Exercise: Report every line of the records below that contains the word "display".

───── Provided information

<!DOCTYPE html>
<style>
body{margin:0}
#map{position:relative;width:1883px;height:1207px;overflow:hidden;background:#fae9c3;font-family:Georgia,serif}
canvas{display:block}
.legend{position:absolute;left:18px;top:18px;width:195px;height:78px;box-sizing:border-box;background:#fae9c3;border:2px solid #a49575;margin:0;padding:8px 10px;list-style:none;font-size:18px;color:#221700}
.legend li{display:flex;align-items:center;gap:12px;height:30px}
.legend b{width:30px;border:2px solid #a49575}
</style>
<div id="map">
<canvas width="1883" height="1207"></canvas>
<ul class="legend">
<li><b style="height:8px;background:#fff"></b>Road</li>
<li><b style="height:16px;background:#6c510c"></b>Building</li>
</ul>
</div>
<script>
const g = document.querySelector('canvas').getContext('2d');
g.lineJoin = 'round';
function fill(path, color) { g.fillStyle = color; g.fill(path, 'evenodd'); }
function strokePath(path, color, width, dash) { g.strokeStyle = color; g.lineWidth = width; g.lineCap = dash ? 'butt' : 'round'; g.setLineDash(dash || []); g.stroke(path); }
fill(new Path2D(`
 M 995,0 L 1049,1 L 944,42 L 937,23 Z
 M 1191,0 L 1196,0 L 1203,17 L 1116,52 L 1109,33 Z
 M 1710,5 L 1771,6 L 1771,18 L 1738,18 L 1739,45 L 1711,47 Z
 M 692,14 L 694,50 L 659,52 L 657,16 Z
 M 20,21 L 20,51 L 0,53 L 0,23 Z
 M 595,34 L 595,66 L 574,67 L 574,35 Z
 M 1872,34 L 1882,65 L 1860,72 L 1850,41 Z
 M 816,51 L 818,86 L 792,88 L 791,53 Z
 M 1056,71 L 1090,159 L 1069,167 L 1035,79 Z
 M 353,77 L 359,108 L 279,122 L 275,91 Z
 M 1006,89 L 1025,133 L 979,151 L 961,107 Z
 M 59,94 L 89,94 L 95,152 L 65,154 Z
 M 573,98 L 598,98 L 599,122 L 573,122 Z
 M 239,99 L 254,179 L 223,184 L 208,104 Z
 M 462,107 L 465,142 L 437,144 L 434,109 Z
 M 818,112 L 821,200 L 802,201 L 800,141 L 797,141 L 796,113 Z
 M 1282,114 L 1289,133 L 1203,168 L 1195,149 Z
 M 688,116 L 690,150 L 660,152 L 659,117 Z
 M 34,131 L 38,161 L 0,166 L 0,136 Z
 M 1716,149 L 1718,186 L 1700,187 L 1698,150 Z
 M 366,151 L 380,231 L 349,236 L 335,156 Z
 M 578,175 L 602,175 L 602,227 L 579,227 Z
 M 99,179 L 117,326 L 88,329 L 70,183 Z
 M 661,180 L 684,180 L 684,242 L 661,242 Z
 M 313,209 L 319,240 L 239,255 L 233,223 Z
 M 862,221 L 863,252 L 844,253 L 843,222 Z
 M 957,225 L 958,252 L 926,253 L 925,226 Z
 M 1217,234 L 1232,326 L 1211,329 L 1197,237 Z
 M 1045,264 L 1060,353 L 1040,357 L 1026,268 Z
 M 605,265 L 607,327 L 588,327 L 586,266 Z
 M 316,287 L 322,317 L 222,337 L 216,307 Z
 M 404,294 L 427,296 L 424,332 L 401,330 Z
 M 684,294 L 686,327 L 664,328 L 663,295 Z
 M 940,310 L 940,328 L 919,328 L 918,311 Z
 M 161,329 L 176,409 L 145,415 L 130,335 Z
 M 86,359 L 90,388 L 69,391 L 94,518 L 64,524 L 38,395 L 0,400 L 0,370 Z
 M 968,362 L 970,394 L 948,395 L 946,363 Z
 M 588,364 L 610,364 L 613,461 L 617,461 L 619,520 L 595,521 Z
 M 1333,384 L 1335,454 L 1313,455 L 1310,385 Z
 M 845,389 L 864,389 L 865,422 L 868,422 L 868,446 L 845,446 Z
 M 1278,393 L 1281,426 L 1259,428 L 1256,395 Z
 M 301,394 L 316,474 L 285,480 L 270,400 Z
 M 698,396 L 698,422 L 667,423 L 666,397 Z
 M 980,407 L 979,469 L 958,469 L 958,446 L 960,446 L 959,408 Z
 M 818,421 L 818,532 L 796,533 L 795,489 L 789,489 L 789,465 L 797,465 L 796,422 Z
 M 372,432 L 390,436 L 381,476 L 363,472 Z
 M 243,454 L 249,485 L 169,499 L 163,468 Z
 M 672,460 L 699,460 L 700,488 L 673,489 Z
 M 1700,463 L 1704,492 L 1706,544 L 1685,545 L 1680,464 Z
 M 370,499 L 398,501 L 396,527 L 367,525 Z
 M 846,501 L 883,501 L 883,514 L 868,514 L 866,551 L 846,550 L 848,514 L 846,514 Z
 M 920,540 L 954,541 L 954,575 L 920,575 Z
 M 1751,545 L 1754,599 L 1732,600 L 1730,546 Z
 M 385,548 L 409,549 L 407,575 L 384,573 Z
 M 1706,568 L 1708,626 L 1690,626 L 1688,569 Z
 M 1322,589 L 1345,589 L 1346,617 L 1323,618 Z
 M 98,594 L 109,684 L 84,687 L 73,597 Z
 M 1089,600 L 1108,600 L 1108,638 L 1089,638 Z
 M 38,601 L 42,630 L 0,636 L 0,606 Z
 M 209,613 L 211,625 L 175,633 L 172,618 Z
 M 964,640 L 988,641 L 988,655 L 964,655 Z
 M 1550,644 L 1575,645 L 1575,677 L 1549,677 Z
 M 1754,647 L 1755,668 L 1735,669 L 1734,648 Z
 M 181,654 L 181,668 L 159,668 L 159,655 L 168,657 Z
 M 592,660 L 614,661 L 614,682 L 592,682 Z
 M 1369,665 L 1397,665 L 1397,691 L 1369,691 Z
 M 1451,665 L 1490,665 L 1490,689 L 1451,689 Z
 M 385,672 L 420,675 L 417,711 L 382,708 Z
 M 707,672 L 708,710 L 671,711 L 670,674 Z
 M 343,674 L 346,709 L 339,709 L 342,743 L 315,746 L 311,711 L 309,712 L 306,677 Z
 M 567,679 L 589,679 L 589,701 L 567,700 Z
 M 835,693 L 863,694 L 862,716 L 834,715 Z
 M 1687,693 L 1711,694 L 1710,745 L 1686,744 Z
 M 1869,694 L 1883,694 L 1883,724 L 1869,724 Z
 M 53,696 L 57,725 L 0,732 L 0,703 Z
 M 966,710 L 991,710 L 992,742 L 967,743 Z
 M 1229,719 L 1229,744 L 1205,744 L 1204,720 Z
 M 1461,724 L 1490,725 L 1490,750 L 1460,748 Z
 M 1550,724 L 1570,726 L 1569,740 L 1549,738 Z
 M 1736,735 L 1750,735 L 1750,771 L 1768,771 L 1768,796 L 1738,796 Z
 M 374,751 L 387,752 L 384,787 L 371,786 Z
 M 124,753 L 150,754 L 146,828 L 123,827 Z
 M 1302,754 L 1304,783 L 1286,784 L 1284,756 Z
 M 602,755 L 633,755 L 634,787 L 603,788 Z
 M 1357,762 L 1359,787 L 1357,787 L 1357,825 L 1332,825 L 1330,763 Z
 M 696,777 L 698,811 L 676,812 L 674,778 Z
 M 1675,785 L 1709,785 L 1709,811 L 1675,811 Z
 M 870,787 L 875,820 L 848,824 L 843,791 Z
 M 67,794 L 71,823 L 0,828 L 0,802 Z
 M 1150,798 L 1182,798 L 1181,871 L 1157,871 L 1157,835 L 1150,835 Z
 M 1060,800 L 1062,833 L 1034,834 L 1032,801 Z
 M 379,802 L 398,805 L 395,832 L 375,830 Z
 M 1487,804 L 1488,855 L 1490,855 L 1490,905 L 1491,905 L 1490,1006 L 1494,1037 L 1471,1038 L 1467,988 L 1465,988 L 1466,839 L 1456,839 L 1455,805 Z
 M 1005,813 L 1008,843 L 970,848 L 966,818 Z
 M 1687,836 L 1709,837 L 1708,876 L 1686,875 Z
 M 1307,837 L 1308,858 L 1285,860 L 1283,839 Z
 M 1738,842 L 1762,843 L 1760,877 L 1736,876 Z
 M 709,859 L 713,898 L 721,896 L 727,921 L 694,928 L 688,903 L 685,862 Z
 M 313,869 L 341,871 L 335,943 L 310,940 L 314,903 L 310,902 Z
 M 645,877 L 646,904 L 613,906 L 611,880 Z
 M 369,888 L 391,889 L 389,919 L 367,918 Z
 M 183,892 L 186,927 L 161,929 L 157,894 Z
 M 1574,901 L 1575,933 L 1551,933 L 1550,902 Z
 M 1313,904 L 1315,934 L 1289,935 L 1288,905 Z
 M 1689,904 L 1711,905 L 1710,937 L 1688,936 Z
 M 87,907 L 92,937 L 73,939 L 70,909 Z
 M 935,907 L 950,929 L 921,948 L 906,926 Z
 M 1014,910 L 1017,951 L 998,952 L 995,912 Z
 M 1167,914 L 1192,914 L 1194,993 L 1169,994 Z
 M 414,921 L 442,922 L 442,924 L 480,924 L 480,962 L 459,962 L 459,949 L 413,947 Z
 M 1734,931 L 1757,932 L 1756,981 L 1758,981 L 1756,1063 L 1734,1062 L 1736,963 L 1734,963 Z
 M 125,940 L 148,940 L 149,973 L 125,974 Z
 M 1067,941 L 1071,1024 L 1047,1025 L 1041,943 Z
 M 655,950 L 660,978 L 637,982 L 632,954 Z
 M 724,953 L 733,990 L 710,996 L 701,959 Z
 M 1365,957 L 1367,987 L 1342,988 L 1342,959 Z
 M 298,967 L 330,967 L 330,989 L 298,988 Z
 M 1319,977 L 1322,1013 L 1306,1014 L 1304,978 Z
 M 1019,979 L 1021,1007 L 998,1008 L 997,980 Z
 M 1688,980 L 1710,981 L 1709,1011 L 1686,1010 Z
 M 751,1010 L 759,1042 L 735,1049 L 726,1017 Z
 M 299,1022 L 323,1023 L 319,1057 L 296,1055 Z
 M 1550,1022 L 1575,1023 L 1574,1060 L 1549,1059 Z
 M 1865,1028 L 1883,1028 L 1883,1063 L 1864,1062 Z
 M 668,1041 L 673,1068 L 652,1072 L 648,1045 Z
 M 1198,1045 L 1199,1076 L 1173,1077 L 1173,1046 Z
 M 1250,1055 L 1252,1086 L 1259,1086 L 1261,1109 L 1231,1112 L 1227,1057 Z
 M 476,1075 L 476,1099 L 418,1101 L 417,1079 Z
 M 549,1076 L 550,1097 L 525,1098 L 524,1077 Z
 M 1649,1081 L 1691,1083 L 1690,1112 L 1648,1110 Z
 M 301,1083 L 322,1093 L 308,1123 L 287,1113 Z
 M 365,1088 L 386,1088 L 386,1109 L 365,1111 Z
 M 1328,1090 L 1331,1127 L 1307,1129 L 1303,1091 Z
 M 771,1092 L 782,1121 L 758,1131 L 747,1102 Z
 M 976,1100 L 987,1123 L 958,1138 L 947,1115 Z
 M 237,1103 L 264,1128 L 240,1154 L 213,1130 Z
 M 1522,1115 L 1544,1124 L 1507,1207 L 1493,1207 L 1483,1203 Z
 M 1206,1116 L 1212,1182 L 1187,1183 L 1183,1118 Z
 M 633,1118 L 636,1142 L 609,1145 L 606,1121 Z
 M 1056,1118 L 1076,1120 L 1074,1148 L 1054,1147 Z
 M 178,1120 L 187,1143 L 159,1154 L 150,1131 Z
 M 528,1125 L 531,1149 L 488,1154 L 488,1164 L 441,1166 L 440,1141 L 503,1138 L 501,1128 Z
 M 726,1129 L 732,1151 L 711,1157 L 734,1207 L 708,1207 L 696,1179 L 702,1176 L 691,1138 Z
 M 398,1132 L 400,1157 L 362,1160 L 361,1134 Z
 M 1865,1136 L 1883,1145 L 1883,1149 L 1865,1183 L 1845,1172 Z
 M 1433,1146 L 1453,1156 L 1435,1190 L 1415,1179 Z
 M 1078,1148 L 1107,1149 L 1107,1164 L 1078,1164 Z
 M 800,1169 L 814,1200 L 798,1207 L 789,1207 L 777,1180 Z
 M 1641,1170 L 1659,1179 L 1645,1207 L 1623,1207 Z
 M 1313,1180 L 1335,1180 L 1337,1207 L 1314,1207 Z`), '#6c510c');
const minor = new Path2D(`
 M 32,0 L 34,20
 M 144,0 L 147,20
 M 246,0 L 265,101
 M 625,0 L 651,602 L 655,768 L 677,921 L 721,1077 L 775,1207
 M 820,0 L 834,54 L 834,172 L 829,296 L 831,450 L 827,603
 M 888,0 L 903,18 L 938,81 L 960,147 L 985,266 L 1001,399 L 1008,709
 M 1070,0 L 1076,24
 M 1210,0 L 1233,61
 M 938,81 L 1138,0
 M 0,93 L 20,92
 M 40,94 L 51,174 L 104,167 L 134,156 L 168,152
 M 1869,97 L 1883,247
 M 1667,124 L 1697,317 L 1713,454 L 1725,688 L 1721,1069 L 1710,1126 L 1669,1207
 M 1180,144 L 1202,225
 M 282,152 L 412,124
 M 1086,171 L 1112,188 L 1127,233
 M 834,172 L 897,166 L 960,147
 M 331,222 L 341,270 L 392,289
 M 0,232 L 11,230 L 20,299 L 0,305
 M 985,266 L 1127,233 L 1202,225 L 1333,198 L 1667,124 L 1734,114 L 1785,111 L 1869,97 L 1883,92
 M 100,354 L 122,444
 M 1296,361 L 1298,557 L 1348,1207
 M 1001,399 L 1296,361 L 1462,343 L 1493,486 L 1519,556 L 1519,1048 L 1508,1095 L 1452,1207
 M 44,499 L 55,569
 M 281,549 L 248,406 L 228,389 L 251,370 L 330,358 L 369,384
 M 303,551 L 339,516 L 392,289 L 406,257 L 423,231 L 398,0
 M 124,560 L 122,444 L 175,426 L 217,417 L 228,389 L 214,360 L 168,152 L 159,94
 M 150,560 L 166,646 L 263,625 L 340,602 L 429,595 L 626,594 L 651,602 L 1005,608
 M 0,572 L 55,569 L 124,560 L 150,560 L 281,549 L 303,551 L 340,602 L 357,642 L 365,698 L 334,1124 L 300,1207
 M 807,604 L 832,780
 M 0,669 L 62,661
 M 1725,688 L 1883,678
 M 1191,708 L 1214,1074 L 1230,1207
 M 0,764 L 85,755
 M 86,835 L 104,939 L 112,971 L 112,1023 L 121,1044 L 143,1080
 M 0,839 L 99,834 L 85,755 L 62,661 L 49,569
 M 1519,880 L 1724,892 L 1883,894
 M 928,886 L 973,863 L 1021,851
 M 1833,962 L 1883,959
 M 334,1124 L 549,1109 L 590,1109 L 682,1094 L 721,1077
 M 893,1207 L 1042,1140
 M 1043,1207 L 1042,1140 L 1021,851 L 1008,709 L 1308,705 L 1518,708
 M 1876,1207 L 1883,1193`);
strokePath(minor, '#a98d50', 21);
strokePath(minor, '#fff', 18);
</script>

──────────

Your solution:
canvas{display:block}
.legend li{display:flex;align-items:center;gap:12px;height:30px}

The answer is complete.